Motion for Rehearing Denied July 13, 1927.

Appeal from Jackson Circuit Court; Hon. E. E. Porterfield Judge.

Affirmed.

James H. Anderson, Wofford E. Lewis and Bert S Kimbrell for appellant.

(1) The Honorable E. E. Porterfield, Judge of Division 7 of the Circuit Court of Jackson County, did not have jurisdiction to try the case, for these reasons: (a) The regular judge of Division 5 of the circuit court, designated under the rules of said court as criminal Division A during the November term, 1925, for the trial of criminal cases, was not divested of jurisdiction to try the case. Autenrieth v Railroad, 271 Mo. 248; Ladd v. Forsee, 163 Mo. 506; Bank v. Graham, 147 Mo. 250. (b) The Honorable Allen C. Southern, Judge of Division 5 of the circuit court, had exclusive jurisdiction of the case. Haehl v. Wabash Railroad Co., 119 Mo. 337; State ex rel. Chandler v. Allen, 235 Mo. 303; Laws 1921, sec. 7, p. 221. (c) The record shows that the Honorable Allen C. Southern was in no way disqualified from trying the case. Cases supra. (d) The record shows no statutory disqualification or disability upon the part of the Honorable Allen C. Southern to try the case. Cases supra. (e) The record does not show or recite the reason of the disqualification of the Honorable Allen C. Southern to try the case. Sec. 2448, R. S. 1919. (f) The record does not show or recite the reason for calling in the Honorable E. E. Porterfield to try the case. Section 2448. (g) The Honorable E. E. Porterfield did not acquire jurisdiction to try the case. Cases supra. (h) Upon the record, presumptions cannot be invoked to uphold the jurisdiction of Judge Porterfield. (2) The court erred in overruling the demurrer of defendant at the conclusion of all the evidence in the case, for these reasons: (a) The offense shown by the evidence was the offense of assault with intent to rob, or the offense of grand larceny. (b) The evidence does not show the consummated offense of robbery. (c) The evidence does not show that the defendant in person took the money mentioned in evidence, or any part thereof. (d) The evidence does not show concert of action between the "other man," or the "second man," and the defendant in the taking of the money mentioned in evidence, or any part thereof. State v. Johnson, 111 Mo. 578; State v. Massey, 274 Mo. 578; State v. Lasson, 292 Mo. 155; State v. Friedman, 280 S.W. 1023. (3) The court erred in giving upon behalf of the State Instruction 1, for the reason that there is no evidence that the defendant in person took stole, and carried away any money of W. A. Greenwell. Cases last above.

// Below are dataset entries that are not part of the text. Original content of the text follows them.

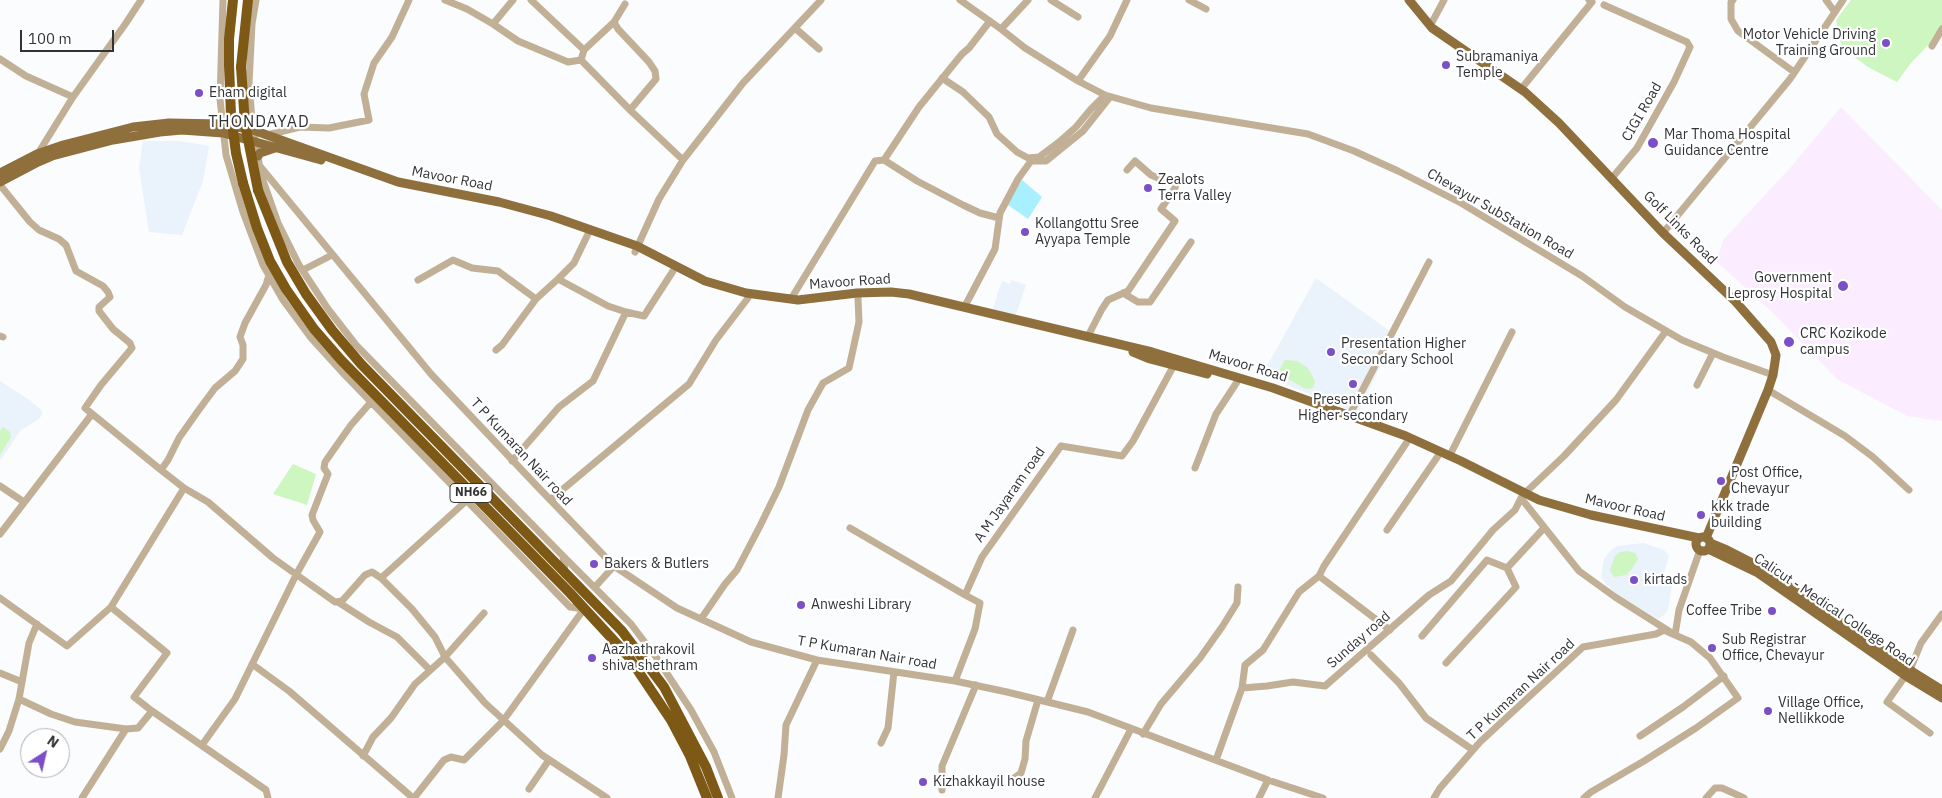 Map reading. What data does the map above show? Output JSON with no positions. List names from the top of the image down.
{
  "streets": {
    "highway": ["NH66"],
    "main road": ["Mavoor Road", "Golf Links Road", "Calicut - Medical College Road"],
    "street": [
      "CIGI Road",
      "Chevayur SubStation Road",
      "T P Kumaran Nair road",
      "A M Jayaram road",
      "Sunday road"
    ]
  },
  "crossings": [
    ["CIGI Road", "Golf Links Road"],
    ["Mavoor Road", "Golf Links Road"],
    ["Mavoor Road", "A M Jayaram road"],
    ["Mavoor Road", "Calicut - Medical College Road"],
    ["Mavoor Road", "Sunday road"],
    ["Chevayur SubStation Road", "Golf Links Road"],
    ["Chevayur SubStation Road", "Sunday road"]
  ],
  "districts": ["THONDAYAD"],
  "places": [
    "Motor Vehicle Driving Training Ground",
    "Subramaniya Temple",
    "Eham digital",
    "Mar Thoma Hospital Guidance Centre",
    "Zealots Terra Valley",
    "Kollangottu Sree Ayyapa Temple",
    "Government Leprosy Hospital",
    "CRC Kozikode campus",
    "Presentation Higher Secondary School",
    "Presentation Higher secondary",
    "Post Office, Chevayur",
    "kkk trade building",
    "Bakers & Butlers",
    "kirtads",
    "Anweshi Library",
    "Coffee Tribe",
    "Sub Registrar Office, Chevayur",
    "Aazhathrakovil shiva shethram",
    "Village Office, Nellikkode",
    "Kizhakkayil house"
  ],
  "scale_bar": "100 m",
  "north": "top right"
}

North T. Gentry, Attorney-General, and Smith B. Atwood, Assistant Attorney-General, for respondent.

(1) Sections 2450, 2451 and 2452, Revised Statutes 1919, and the rules of the Jackson County Circuit Court made in pursuance thereof, must be looked to in determining the question whether or not the trial judge had jurisdiction of this cause. (a) The several judges of the Circuit Court of Jackson County are elected as circuit judges of that court -- not as circuit judges of specific divisions thereof. State ex rel. v. Allen, 235 Mo. 305. (b) The creation of the various divisions is merely for the purpose of expediting the work of the court, but whether a cause be heard in one division or in another, the forum is the same. State ex rel. v. Allen, 235 Mo. 305. (c) In recognition of this fact, the statute provides that when any such judge is not occupied with the business assigned to him, he shall, as far as practicable, aid the other judges in discharge of their duties. Sec. 2452, R. S. 1919. (d) Judge Porterfield was called to preside over this cause in the absence of Judge Southern. It follows that Judge Porterfield had jurisdiction to hear this cause. State ex rel. v. Allen, 235 Mo. 305. For other cases applicable to the instant case, see State v. Johnson, 272 S.W. 931; Hargadine-McKittrick D. G. Co. v. Garesche, 227 S.W. 824; Johnston v. Ragan, 265 Mo. 443; Fox-Miller Grain Co. v. Stephans, 217 S.W. 994. (2) The person lawfully in possession of property taken in robbery is the "owner" within the meaning of the statute. State v. Craft, 299 Mo. 332; State v. Williams, 183 S.W. 308; State v. Carroll, 214 Mo. 392, 31 L. R. A. (N. S.) 311. (3) There was ample evidence introduced by the State to make a case for a jury to decide.

Henwood, C. Higbee and Davis, CC., concur.

OPINION
HENWOOD

The appellant was prosecuted and convicted in the Circuit Court of Jackson County, on a charge of first degree robbery. The jury assessed his punishment at imprisonment in the penitentiary for a term of seven years, and he was sentenced accordingly. In due time he appealed.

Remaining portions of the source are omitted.